» PROVIDED DATA
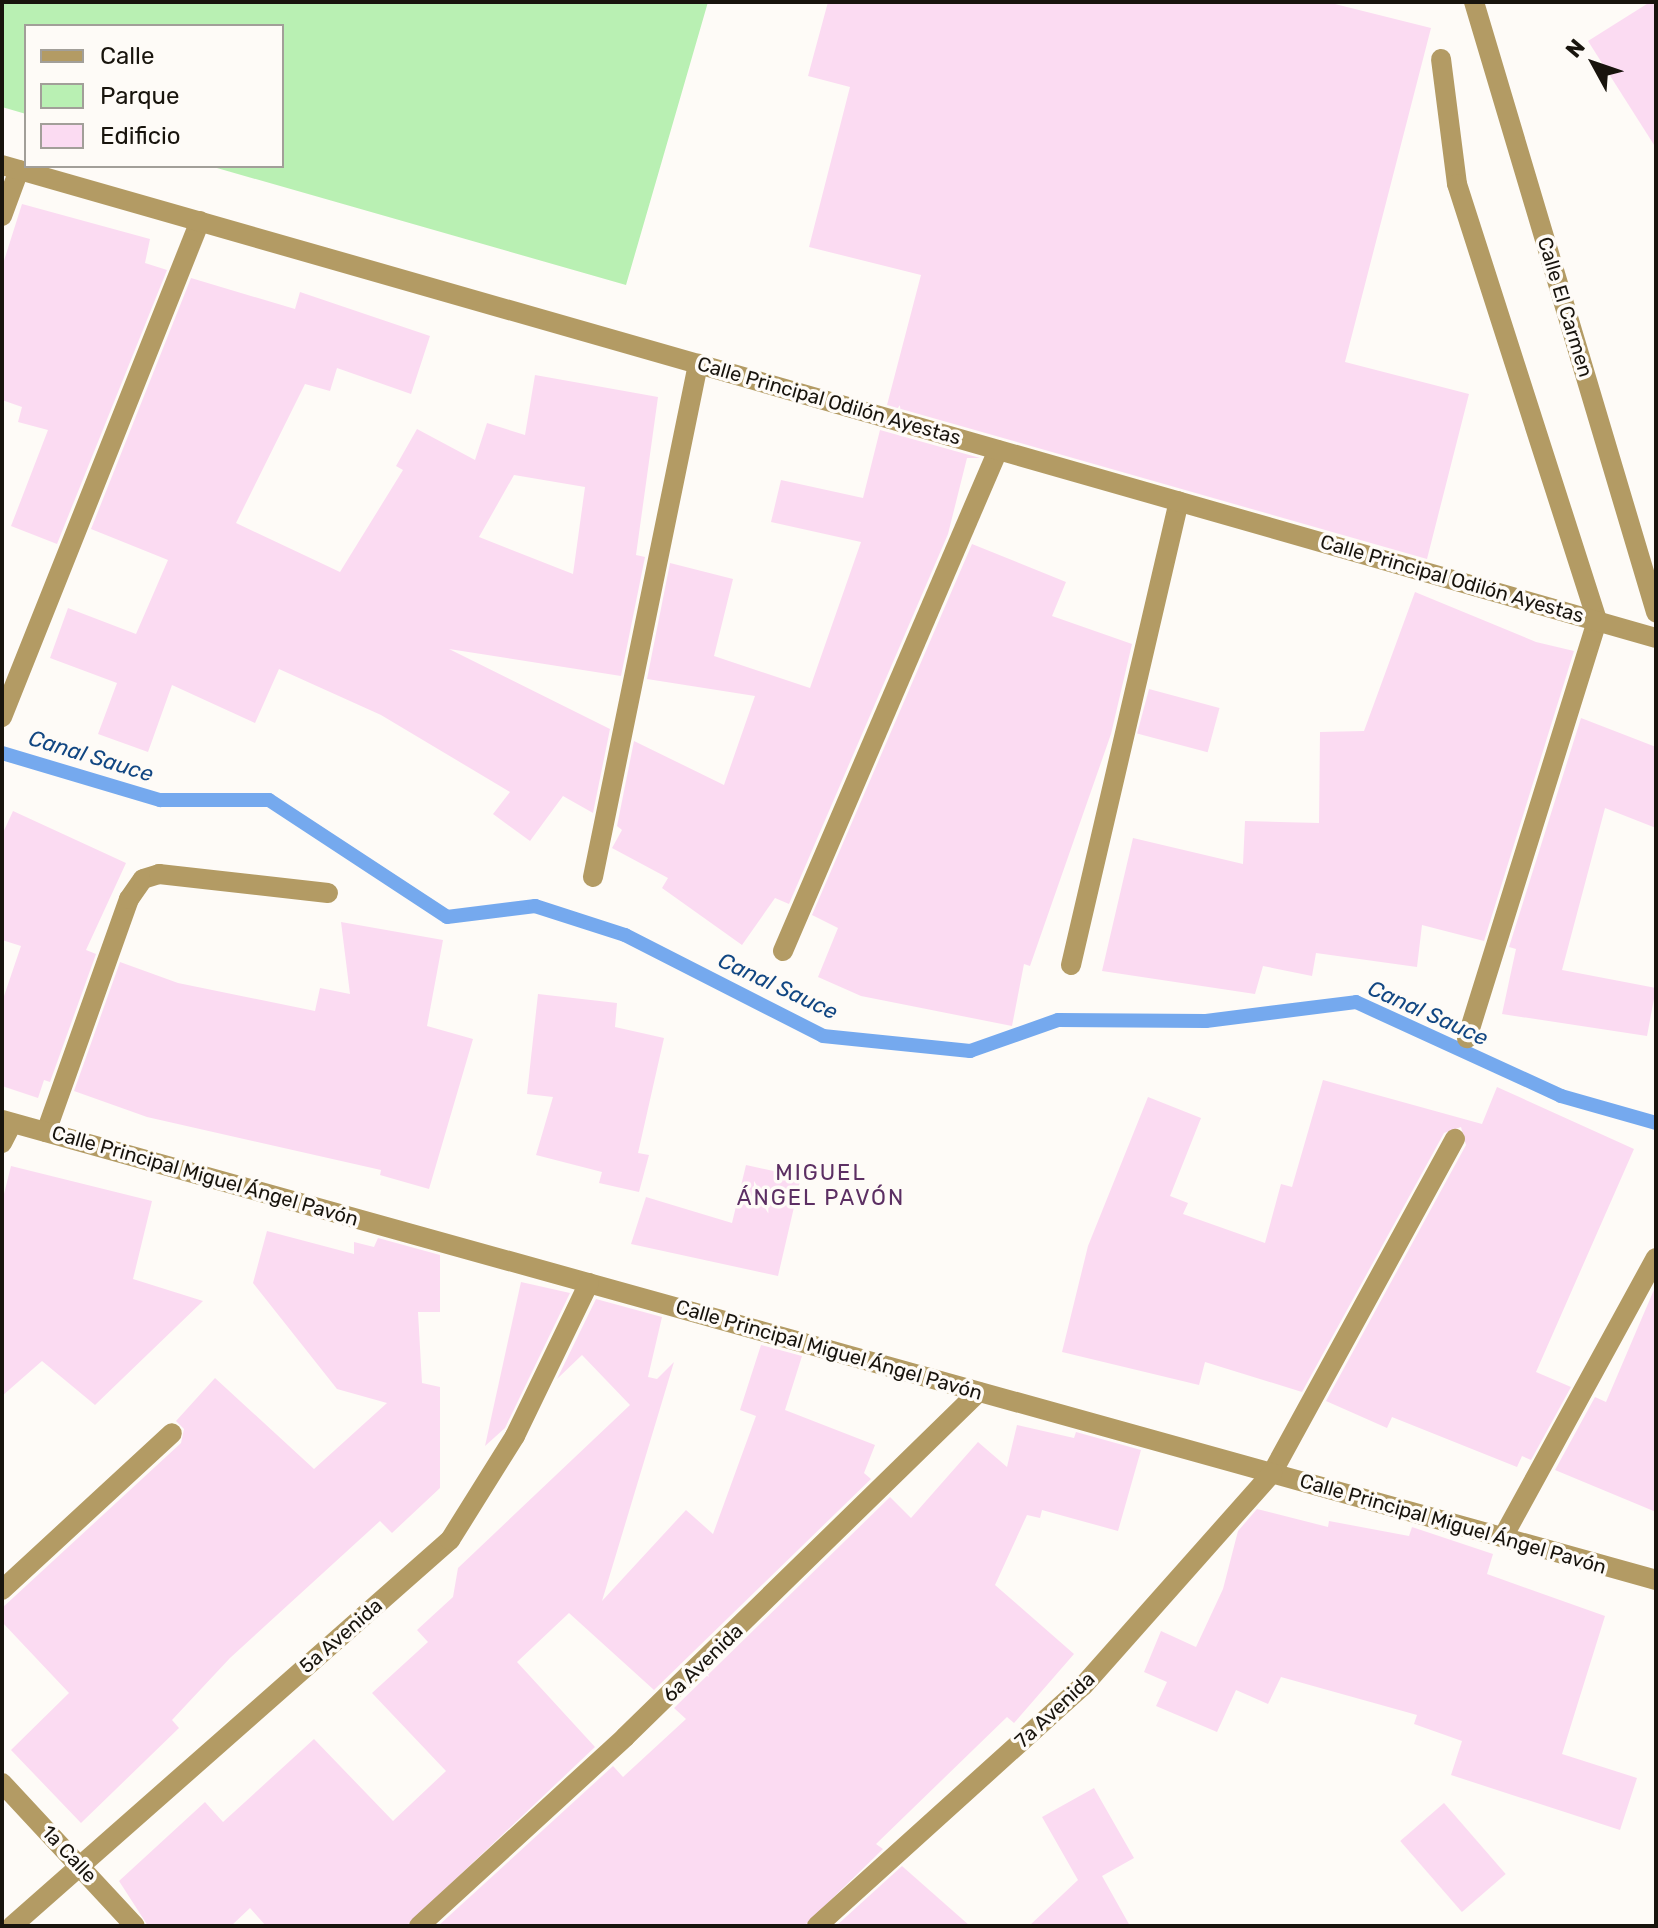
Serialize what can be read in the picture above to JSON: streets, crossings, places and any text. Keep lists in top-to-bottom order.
{
  "streets": {
    "street": [
      "Calle El Carmen",
      "Calle Principal Odilón Ayestas",
      "Calle Principal Miguel Ángel Pavón",
      "5a Avenida",
      "6a Avenida",
      "7a Avenida",
      "1a Calle"
    ]
  },
  "crossings": [
    ["Calle Principal Miguel Ángel Pavón", "5a Avenida"],
    ["Calle Principal Miguel Ángel Pavón", "6a Avenida"],
    ["Calle Principal Miguel Ángel Pavón", "7a Avenida"],
    ["5a Avenida", "1a Calle"]
  ],
  "districts": ["MIGUEL ÁNGEL PAVÓN"],
  "water": ["Canal Sauce"],
  "legend": ["Calle", "Parque", "Edificio"],
  "north": "top left"
}
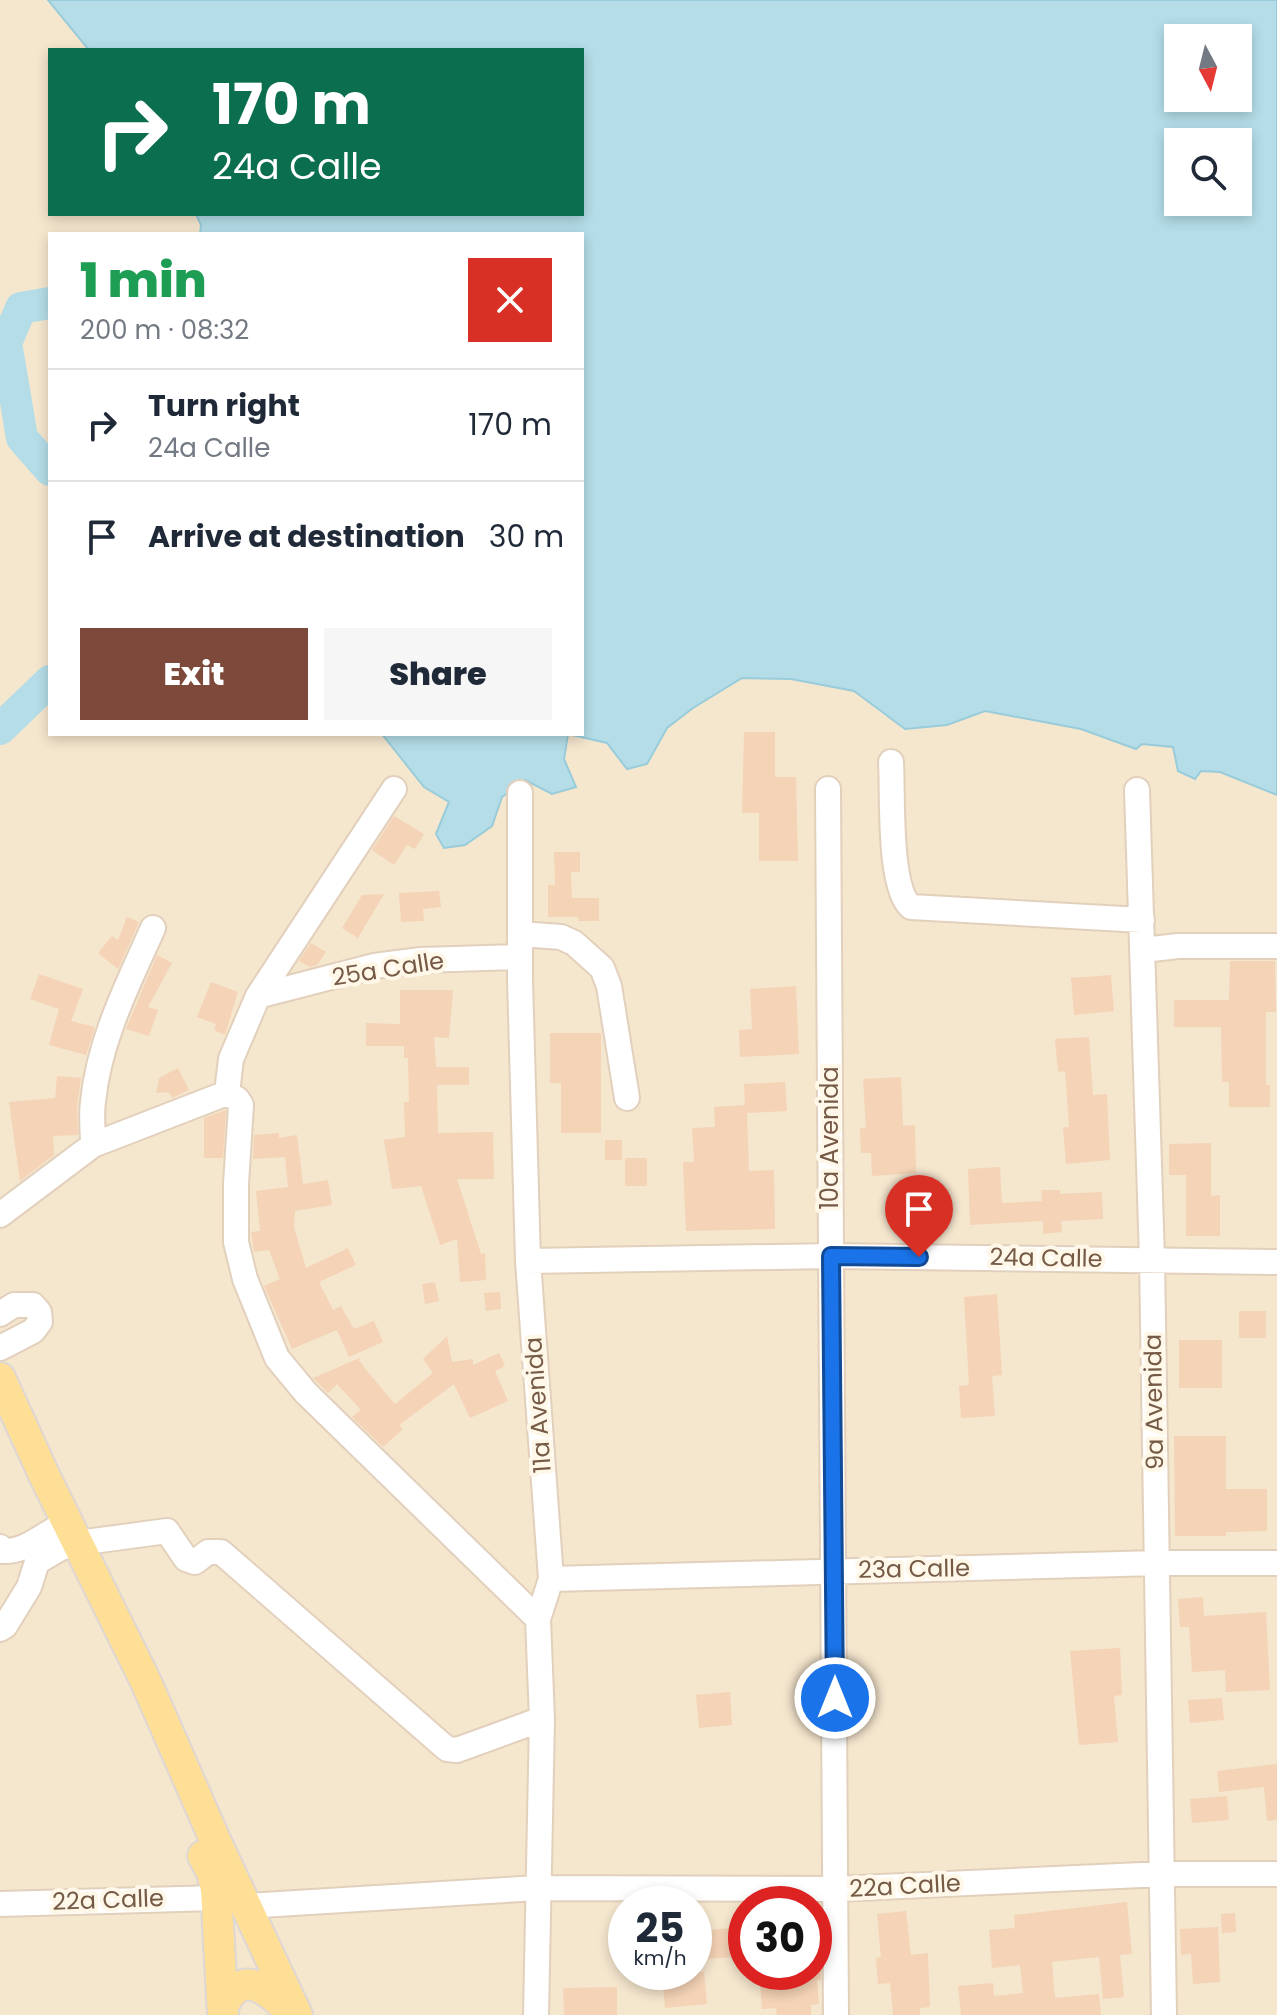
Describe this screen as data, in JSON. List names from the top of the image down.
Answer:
{
  "streets": {
    "street": [
      "25a Calle",
      "10a Avenida",
      "24a Calle",
      "9a Avenida",
      "11a Avenida",
      "23a Calle",
      "22a Calle"
    ]
  },
  "crossings": [
    ["25a Calle", "11a Avenida"],
    ["10a Avenida", "24a Calle"],
    ["10a Avenida", "23a Calle"],
    ["10a Avenida", "22a Calle"],
    ["24a Calle", "9a Avenida"],
    ["24a Calle", "11a Avenida"],
    ["9a Avenida", "23a Calle"],
    ["9a Avenida", "22a Calle"],
    ["11a Avenida", "23a Calle"],
    ["11a Avenida", "22a Calle"]
  ],
  "north": "bottom",
  "page": {
    "turn": ["170 m", "24a Calle"],
    "heading": ["1 min", "200 m · 08:32"],
    "list": [
      {
        "name": "Turn right",
        "note": "24a Calle",
        "value": "170 m"
      },
      {
        "name": "Arrive at destination",
        "value": "30 m"
      }
    ],
    "buttons": ["Exit", "Share"],
    "speed": "25 km/h",
    "limit": "30"
  }
}
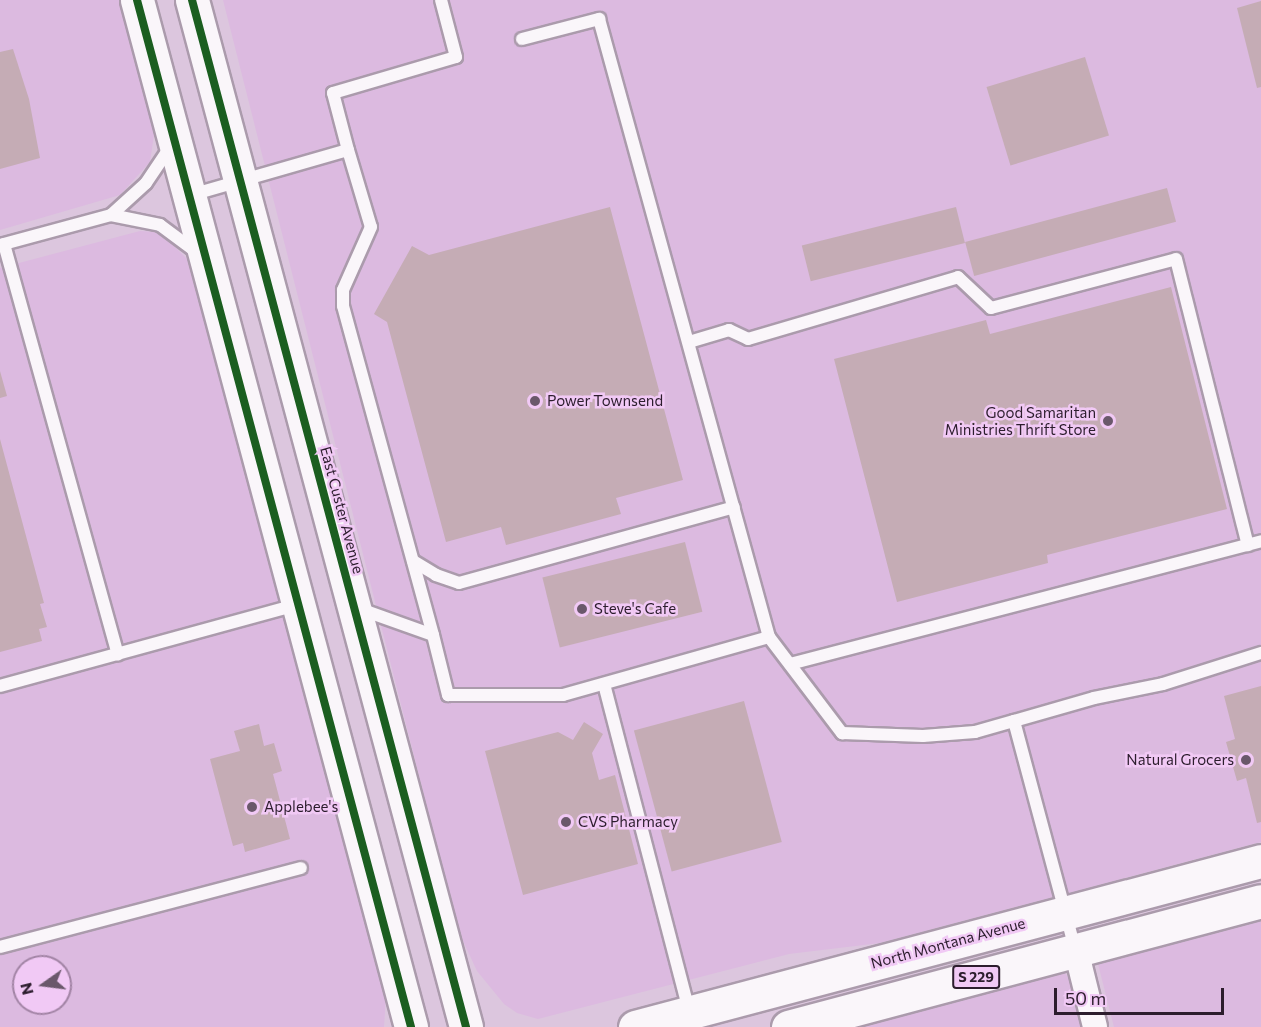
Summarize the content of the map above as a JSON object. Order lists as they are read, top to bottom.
{
  "streets": {
    "main road": ["East Custer Avenue", "North Montana Avenue", "S 229"]
  },
  "places": [
    "Power Townsend",
    "Good Samaritan Ministries Thrift Store",
    "Steve's Cafe",
    "Natural Grocers",
    "Applebee's",
    "CVS Pharmacy"
  ],
  "scale_bar": "50 m",
  "north": "left"
}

» WHAT IS REQUIRED
Once the pictures are set aside, give the rest of the material again unchanged.

» RESULT
Serialize what can be read in the picture above to JSON: streets, crossings, places and any text. Keep lists in top-to-bottom order.
{
  "streets": {
    "street": [
      "Calle El Carmen",
      "Calle Principal Odilón Ayestas",
      "Calle Principal Miguel Ángel Pavón",
      "5a Avenida",
      "6a Avenida",
      "7a Avenida",
      "1a Calle"
    ]
  },
  "crossings": [
    ["Calle Principal Miguel Ángel Pavón", "5a Avenida"],
    ["Calle Principal Miguel Ángel Pavón", "6a Avenida"],
    ["Calle Principal Miguel Ángel Pavón", "7a Avenida"],
    ["5a Avenida", "1a Calle"]
  ],
  "districts": ["MIGUEL ÁNGEL PAVÓN"],
  "water": ["Canal Sauce"],
  "legend": ["Calle", "Parque", "Edificio"],
  "north": "top left"
}
Describe this screen as data, in JSON. List names from the top of the image down.
Answer:
{
  "streets": {
    "street": [
      "25a Calle",
      "10a Avenida",
      "24a Calle",
      "9a Avenida",
      "11a Avenida",
      "23a Calle",
      "22a Calle"
    ]
  },
  "crossings": [
    ["25a Calle", "11a Avenida"],
    ["10a Avenida", "24a Calle"],
    ["10a Avenida", "23a Calle"],
    ["10a Avenida", "22a Calle"],
    ["24a Calle", "9a Avenida"],
    ["24a Calle", "11a Avenida"],
    ["9a Avenida", "23a Calle"],
    ["9a Avenida", "22a Calle"],
    ["11a Avenida", "23a Calle"],
    ["11a Avenida", "22a Calle"]
  ],
  "north": "bottom",
  "page": {
    "turn": ["170 m", "24a Calle"],
    "heading": ["1 min", "200 m · 08:32"],
    "list": [
      {
        "name": "Turn right",
        "note": "24a Calle",
        "value": "170 m"
      },
      {
        "name": "Arrive at destination",
        "value": "30 m"
      }
    ],
    "buttons": ["Exit", "Share"],
    "speed": "25 km/h",
    "limit": "30"
  }
}
Summarize the content of the map above as a JSON object. Order lists as they are read, top to bottom.
{
  "streets": {
    "main road": ["East Custer Avenue", "North Montana Avenue", "S 229"]
  },
  "places": [
    "Power Townsend",
    "Good Samaritan Ministries Thrift Store",
    "Steve's Cafe",
    "Natural Grocers",
    "Applebee's",
    "CVS Pharmacy"
  ],
  "scale_bar": "50 m",
  "north": "left"
}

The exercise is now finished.